Así, en medio de estos tiempos trascendentales, nosotros, los Patriarcas y Jefes de las Iglesias en Jerusalén, afirmamos estas poderosas y alentadoras palabras a nuestras comunidades y a los cristianos de todo el mundo como el corazón de nuestro Mensaje de Pascua. Porque «así como Cristo resucitó de entre los muertos por la gloria del Padre, así también nosotros andemos en novedad de vida» (Romanos 6:4b). En consonancia con esta profunda verdad, exhortamos a los fieles y a todos los de buena voluntad a trabajar y orar incansablemente por el alivio de las innumerables multitudes en todo Oriente Medio y más allá que sufren gravemente los estragos de esta guerra. Asimismo, les pedimos que aboguen e intercedan por el cese inmediato del derramamiento de sangre y por la justicia y la paz que finalmente prevalezcan en toda nuestra región asolada por la guerra, desde Jerusalén hasta Gaza, el Líbano y toda Tierra Santa; los Estados del Golfo y Teherán; y hasta los confines de la tierra.

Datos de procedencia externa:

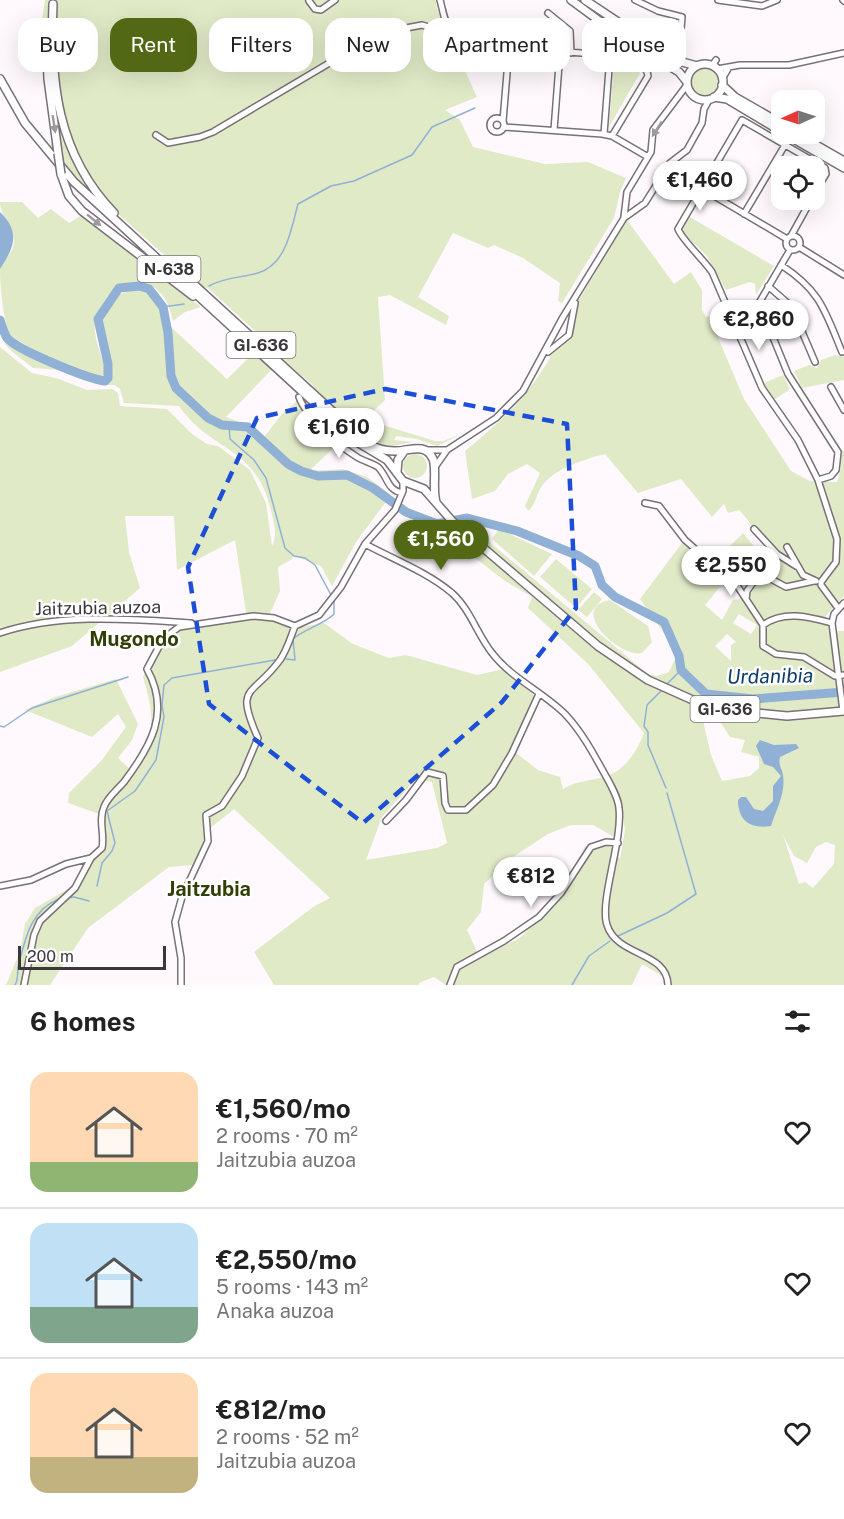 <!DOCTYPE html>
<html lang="en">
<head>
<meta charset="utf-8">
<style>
	body { margin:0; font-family:"Public Sans",sans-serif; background:#f6f6f6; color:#222; height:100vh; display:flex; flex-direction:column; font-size:22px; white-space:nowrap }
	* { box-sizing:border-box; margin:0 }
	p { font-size:20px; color:#767676 }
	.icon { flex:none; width:33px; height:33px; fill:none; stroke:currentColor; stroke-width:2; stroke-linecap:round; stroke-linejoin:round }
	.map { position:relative; height:985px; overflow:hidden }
	.details { display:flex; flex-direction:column; background:#fff; flex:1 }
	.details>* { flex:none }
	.hud { position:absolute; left:18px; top:18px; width:808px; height:54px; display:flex; gap:12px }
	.needle { width:39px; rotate:267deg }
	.tools { position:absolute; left:771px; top:90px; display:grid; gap:12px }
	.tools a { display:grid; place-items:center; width:54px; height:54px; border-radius:12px; background:#fff; box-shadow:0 6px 24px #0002; font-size:30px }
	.scale { position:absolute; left:18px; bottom:15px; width:148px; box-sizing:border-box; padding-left:6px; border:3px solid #3b373b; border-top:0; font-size:16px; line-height:21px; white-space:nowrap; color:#3b373b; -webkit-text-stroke:4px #fff; paint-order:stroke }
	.price { position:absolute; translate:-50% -51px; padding:0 14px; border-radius:21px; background:#fff; color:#222; font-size:20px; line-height:39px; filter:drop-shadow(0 2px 3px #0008) }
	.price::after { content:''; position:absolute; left:50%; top:36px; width:18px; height:14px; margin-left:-9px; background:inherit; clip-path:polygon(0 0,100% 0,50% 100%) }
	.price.on { background:#526815; color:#fff }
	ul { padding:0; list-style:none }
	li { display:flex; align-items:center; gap:18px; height:150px; padding:0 30px }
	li+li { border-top:2px solid #e0e0e0 }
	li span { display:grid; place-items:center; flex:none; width:168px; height:120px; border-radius:18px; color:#555 }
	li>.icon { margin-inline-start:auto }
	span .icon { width:72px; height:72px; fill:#fffc; stroke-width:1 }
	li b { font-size:26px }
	h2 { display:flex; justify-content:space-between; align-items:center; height:72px; padding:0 30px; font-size:26px }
	.tag { padding:0 21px; border-radius:18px; background:#fff; box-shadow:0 6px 24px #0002; font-size:21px; line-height:54px }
	.tag.on { background:#526815; color:#fff }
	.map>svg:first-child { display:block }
	.green { fill:#e0eac7; fill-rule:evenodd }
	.water { fill:#90b1d5 }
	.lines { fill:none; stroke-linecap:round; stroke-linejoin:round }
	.stream { stroke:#90b1d5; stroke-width:1.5 }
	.river { stroke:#90b1d5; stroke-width:9 }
	.minor-casing { stroke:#797078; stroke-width:8 }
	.major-casing { stroke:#797078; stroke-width:10 }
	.minor { stroke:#fff; stroke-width:5 }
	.major { stroke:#fff; stroke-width:7 }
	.major-bridge-casing { stroke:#797078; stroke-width:10; stroke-linecap:butt }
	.major-bridge { stroke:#fff; stroke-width:7 }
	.oneway { fill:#9d9b9d }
	.marked { fill:none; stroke:#1d4ed8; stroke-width:4.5; stroke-dasharray:12 8; stroke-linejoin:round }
	.labels { text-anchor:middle; stroke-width:5; stroke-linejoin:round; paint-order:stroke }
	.shield { fill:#fff; stroke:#767376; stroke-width:1.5 }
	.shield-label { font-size:16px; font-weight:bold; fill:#3b373b }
	.street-label { font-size:18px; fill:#3b373b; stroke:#fff }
	.neighbourhood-label { font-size:20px; font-weight:bold; fill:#313f06; stroke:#fff }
	.water-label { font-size:20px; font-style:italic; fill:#0d3d6b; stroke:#fff }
</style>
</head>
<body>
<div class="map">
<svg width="844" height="985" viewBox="0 0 844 985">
	<rect width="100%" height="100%" fill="#fff9fe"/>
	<path class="green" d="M45,0H436L437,9L477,97L445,110L460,120L473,147L545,164L588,162L626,178L620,192L614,218L562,303L558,301L560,283L523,258L494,245L488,248L453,233L418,297L449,316L446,325L390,295L378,297L385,400L309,471L343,469L367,477L391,495L356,542L332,586L321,566L294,556L291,560L278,567L280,591L268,618L295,628L324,623L353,644L389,658L406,655L477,675L503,669L537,698L510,748L538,770L560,777L563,789C580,779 592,782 609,775C626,769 638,749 644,733L589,665L528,608L532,597L505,581L461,547L469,525L648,674L657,676L669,672L676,657L671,643L640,599L682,543L725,581L705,605L722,620L733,600L739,599L743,590L714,562L743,533L765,559L759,566L763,572L775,562C775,557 745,515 739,510L728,513L724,504L712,517L681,479L638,493L605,454C586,459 553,469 542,486C536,494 536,505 528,511L525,506L540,473L527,464L508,474L495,491L472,499L465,451C502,420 525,400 550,358L548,354L570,337L579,300L627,220L674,284L691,272L702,290V310L706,317L709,316L744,399L791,471L810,481L837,482L841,468L838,452L844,450V596L822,620L837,631H844V985H668L669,980L642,964L632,985H446L434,977L419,983V985H274L254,952L313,907L330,898L234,809L208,830L193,865L169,867L88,928L50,985H6L20,951L25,924L35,908L73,886L103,841L102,815L68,803L69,793L101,761L126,727L118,714L92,737L25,710L55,697L116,679L138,724L132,740L118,758L132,771C156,736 155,717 143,677C150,663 158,642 172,634C191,621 224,622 247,619L235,540L177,570L174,516H125L129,552L140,588L72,646L0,672V347L32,373L56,378L87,390L112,389L118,393L120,406L167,409L192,434L207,444L218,446L250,470L266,503L272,546C277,536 275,527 272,515C258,445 211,453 179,406L124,403L120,389L114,385H104L111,379C110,344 81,304 132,290C146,287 154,299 160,308C171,326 163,360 171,380L173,374L171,327L227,379L266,341L209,289L197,284L47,151L53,140L40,34ZM282,359L314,386L282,414L264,437L248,425L226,417ZM739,614L757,625L751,634L733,623ZM727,634L736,642L731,645V661L715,646ZM702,716L719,720L730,737L745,740L741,752L759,757V768L750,776L722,781L711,755ZM416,779L432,782L447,843L437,848L366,860L382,817ZM621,806L625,830L620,859L610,846H585L559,897L521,937L480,958L467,930L481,912L484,884L513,857L548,834L571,825H593L614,837ZM783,835L794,856L807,863L816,847L826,842L835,845L834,864L813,888L805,882L799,884Z
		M618,63L635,67L640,73L609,127L614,66Z
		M690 82a14 14 0 1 1 28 0a14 14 0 1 1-28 0Z
		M0,202H22L38,218L51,209L69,223L82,215L201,307L185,312L173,321C171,314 169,305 165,299C149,274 123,279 108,300C104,306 97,313 95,320C92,338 104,357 105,375C81,382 30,347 9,335C3,316 0,289 0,269C4,258 15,252 14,240C14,223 0,217 0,202Z
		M688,216L774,266L756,295L755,284L750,282L726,290L706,255L683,233L682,229Z
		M4,343L60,370L33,368L10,350Z
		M835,355L844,357V380L802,388L794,371L809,365L817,368L821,360Z
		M783,375L790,389L774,400L764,383Z
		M370,421L435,441H443L462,434L437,446L417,439L396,436L394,440L414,442L387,447L364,435Z
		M403 466a12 12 0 1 1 24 0a12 12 0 1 1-24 0Z
		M499,529L552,554L534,576L492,539Z
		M556,559L592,589L576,608L540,577Z
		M594,592L602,599L587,617L578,610Z
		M610,600L648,626L652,642L642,653C619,658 567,608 610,600Z"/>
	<path class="water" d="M0,212C21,232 14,248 0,269Z
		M760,740L774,745L796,744L799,748L780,757C778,766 782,768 783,775C786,793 776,810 771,826C752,829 738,822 738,800L741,797H746L754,809L763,811L773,801V786L781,776L773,767L764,764L756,746Z"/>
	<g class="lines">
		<path class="stream" d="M209,286C225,277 241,278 258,273C287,264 291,229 298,204L331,186L354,181L412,155L432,127L475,108
			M163,307L184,304
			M229,426L230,439L254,460L266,478L285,548L294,556L305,558L315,565L331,595
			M286,659L295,660L293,639C306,628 325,624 334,614V599
			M667,684L681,670
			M661,691L647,705L644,726L648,732V745L666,788
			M0,726L4,727L32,708L128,677
			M97,886L102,863L112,851L115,843L107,811L135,791L156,760L164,717L162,705L164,685L172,678L275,660
			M67,898L74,897L89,901
			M618,936L667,913L696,894L667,793
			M15,985C19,978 17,974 18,967C25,940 30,910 59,899
			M572,985L589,956L610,941"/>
		<path class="river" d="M0,320C2,326 4,333 7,338C17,350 88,379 105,381L108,378V364L98,319L119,288L140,286L149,289L163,307L168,333L171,376L176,388L208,418L222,425L248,427L288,464L301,471L318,476L347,475L373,488L406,512L437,524L467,518L517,531L579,556L595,566L602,585L615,597L664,622L679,656L681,670L706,694L753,699L844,692"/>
		<defs>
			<path id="minor" d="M440,0C443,11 445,26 453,34C480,62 646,39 648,76L612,136
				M635,0L658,11L682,17L679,53
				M718,0L762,6L777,0
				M843,0L844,1
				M309,1L315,9L321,10L335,0
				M548,13L570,31L571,53
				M712,66L716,60
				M717,69L740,65H789L844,53
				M722,79L728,69
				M490 125a7 7 0 1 1 14 0a7 7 0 1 1-14 0Z
				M503,121L509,49
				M504,127L602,134L612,136L648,157
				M554,130L560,52
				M604,134L610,56
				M156,135L168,143L200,137L213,132L353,49L406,28L422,25L438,30L449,28
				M664,173L672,171L787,239
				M814,194L826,174L825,168L742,120L678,229C682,240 704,260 712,272L762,388L798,440L818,480L837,539L836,562L821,582V585L838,608
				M744,214L785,145
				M624,217L627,192L651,152L653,130L687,85
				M786 243a7 7 0 1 1 14 0a7 7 0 1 1-14 0Z
				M791,236L811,200
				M799,247L844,275
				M790,250L759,303L788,374L838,452L836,470L831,476L818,480
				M781,265C821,291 825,311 842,352
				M768,286L791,306L815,362
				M548,352L569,335L575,303
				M831,387L844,410
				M299,397C306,417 339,446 357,457C363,461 372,463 378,467C388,477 387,490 402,493
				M424,450H447
				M435,467L447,450L496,418L523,391L563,317L624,218L645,203L670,163L687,150L702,123L704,109L709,100
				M645,503L659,506L685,540L738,587L763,625C784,610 809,617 832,623
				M754,529L777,554L796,566
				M365,544C393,559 427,572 452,593C470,609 477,634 492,653C511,678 543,692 565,714C581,731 592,751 603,771C609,782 618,796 619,808C623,841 599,901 607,925C617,957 667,951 668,985
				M787,547L803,575L816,581
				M746,599L747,591L760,573L786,587L814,581
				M763,625V646L776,654L804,657L835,676L844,675
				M0,633C60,613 129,619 191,623
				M843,711L832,623L834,614L844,603
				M386,821L406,800L427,772L443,776L445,803L448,810H466L493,785L512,753L539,694
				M0,886L31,880L66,864L91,858
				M24,985L34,935L40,921L75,888L91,858L102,848C105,834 98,821 104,807C107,798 117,790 124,782C151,746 171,712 147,669L163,639L179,627L253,616L274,618L295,626
				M181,985V958L175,922L182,897L208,841L206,815L222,806L242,776L258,738C234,684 252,698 280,660C287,650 291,636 295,626L319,615L341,587L365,544L395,510L403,491V481
				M450,985L457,967L504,941L539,917L561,893L591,847L606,842L618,843"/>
			<path id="major" d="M571,0L620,36L679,72L687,82
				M585,0L675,60L697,66
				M53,4C50,82 57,154 114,213
				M47,51L48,79L58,153
				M687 82a18 18 0 1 1 36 0a18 18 0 1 1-36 0Z
				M0,79L25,123L74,182L357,442L387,460L403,481L424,489L453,522L598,646L648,680L695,701L738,711L787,716L844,711
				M722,85L735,97L782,124
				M714,97L727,99L782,132
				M785,134L844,168
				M797,134L844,161
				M61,174L69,196L82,211L193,296
				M176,268L367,443C376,449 384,451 394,451C408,452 425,441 433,459C437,470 432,488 436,502
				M397,472L398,460L405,450"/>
		</defs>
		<use href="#minor" class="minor-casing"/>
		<use href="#major" class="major-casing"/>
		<use href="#minor" class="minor"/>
		<use href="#major" class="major"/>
		<defs>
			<path id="major-bridge" d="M58,153L61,174"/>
		</defs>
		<use href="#major-bridge" class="major-bridge-casing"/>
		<use href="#major-bridge" class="major-bridge"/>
	</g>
	<defs><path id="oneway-solid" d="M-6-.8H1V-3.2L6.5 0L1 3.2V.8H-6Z" transform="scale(1.5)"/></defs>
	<g class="oneway">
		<use href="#oneway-solid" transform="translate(54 124) rotate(81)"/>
		<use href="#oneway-solid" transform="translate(657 129) rotate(123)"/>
		<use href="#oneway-solid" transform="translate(94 220) rotate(39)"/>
	</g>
	<path class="marked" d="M385,389L567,424L576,608L502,702L363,823L209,704L188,567L257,418Z"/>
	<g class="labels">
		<g class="shield">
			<rect x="137.5" y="256" width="63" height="26" rx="4.5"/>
			<rect x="226.5" y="332" width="69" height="26" rx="4.5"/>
			<rect x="690.5" y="696" width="69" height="26" rx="4.5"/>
		</g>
		<g class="shield-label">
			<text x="169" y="275">N-638</text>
			<text x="261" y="351">GI-636</text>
			<text x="725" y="715">GI-636</text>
		</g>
		<g class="street-label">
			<text transform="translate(98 608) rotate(-1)" y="6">Jaitzubia auzoa</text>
		</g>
		<g class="neighbourhood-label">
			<text x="134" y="646">Mugondo</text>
			<text x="209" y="896">Jaitzubia</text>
		</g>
		<g class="water-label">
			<text transform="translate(770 676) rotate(-1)" y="7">Urdanibia</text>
		</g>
	</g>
</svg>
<div class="tools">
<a><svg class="needle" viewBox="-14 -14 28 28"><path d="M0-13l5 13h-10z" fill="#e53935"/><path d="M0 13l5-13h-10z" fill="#767676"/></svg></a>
<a><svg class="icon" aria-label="locate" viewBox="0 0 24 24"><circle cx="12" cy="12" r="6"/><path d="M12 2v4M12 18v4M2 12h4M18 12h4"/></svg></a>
</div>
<div class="scale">200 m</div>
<b class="price" style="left:700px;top:212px">€1,460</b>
<b class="price" style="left:759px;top:351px">€2,860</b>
<b class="price" style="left:339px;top:459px">€1,610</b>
<b class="price on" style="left:441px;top:571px">€1,560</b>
<b class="price" style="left:731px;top:597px">€2,550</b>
<b class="price" style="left:531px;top:908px">€812</b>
<div class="hud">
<a class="tag">Buy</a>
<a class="tag on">Rent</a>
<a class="tag">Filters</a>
<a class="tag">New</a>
<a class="tag">Apartment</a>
<a class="tag">House</a>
</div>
</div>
<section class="details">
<h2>6 homes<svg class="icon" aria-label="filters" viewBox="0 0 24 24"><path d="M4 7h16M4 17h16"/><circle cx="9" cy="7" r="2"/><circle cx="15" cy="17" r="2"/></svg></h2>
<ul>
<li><span style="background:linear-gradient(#ffd9b3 75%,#8fb573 0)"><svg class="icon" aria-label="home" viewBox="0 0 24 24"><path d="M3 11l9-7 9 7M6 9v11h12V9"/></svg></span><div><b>€1,560/mo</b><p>2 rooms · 70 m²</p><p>Jaitzubia auzoa</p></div><svg class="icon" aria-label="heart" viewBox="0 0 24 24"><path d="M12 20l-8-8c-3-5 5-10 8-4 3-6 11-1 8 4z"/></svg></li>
<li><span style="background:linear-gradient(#bfe0f5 70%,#7fa58c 0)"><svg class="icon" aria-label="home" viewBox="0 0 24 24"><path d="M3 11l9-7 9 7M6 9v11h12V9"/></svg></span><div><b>€2,550/mo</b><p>5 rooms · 143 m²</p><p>Anaka auzoa</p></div><svg class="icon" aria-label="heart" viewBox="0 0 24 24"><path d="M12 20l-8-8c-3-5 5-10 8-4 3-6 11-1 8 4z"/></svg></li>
<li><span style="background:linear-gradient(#ffd9b3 70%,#c2b280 0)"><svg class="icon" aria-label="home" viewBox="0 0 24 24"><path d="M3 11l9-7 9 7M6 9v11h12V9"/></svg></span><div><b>€812/mo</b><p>2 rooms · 52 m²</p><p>Jaitzubia auzoa</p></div><svg class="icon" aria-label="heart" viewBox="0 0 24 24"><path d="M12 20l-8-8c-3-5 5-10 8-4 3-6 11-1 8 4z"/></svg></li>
</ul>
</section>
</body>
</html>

Finalmente, en este sentido, recordamos una vez más las palabras de San Pablo, quien, en medio de sus innumerables tribulaciones, escribió: «Somos atribulados en todo, pero no angustiados; perplejos, pero no desesperados; perseguidos, pero no abandonados; derribados, pero no destruidos; llevando siempre en el cuerpo la muerte de Jesús, para que también la vida de Jesús se manifieste en nuestros cuerpos» (2 Corintios 4:8-10). Con esta misma fe profunda en el poder transformador de la Resurrección de Cristo, en medio de
nuestros propios tormentos, intercambiemos entre nosotros aquel antiguo saludo pascual que sigue resonando
por toda la eternidad: «¡Cristo ha resucitado! (Al Maseeh Qam! Christos Anesti! Christos haryav imerelotz! Pekhrestos aftonf! Christ est Ressuscité! Cristo è risorto! Christus resurrexit! Meshiha qam! Christos t’ensah em’ muhtan! Christus ist auferstanden!) ¡En verdad ha resucitado! ¡Aleluya!»